> _ACTION ITEM_
In the data below, locate each line with the word "above" and list it.

> _INPUT DATA_
##############################

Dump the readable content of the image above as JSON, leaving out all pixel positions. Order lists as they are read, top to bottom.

##############################

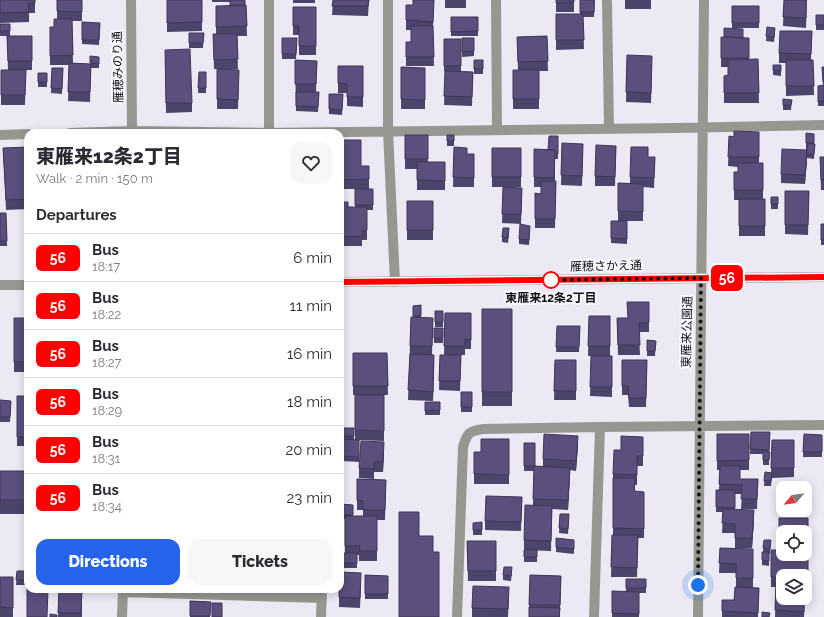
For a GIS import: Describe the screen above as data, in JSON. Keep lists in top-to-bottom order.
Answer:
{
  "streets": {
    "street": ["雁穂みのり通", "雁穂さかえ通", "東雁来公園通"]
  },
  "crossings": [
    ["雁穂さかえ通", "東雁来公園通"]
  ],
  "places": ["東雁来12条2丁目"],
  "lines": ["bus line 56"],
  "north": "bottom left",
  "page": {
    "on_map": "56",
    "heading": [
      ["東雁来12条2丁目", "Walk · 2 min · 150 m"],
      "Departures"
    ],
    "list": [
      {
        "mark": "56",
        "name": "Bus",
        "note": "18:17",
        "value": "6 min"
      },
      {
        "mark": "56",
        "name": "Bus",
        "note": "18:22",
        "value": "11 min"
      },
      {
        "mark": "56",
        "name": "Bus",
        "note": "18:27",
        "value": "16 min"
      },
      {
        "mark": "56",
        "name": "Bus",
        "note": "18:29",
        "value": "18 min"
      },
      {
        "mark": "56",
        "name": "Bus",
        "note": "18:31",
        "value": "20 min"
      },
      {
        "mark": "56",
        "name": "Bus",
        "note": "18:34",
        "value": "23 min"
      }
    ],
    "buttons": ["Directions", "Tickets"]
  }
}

##############################

> _REPLY_
Dump the readable content of the image above as JSON, leaving out all pixel positions. Order lists as they are read, top to bottom.
For a GIS import: Describe the screen above as data, in JSON. Keep lists in top-to-bottom order.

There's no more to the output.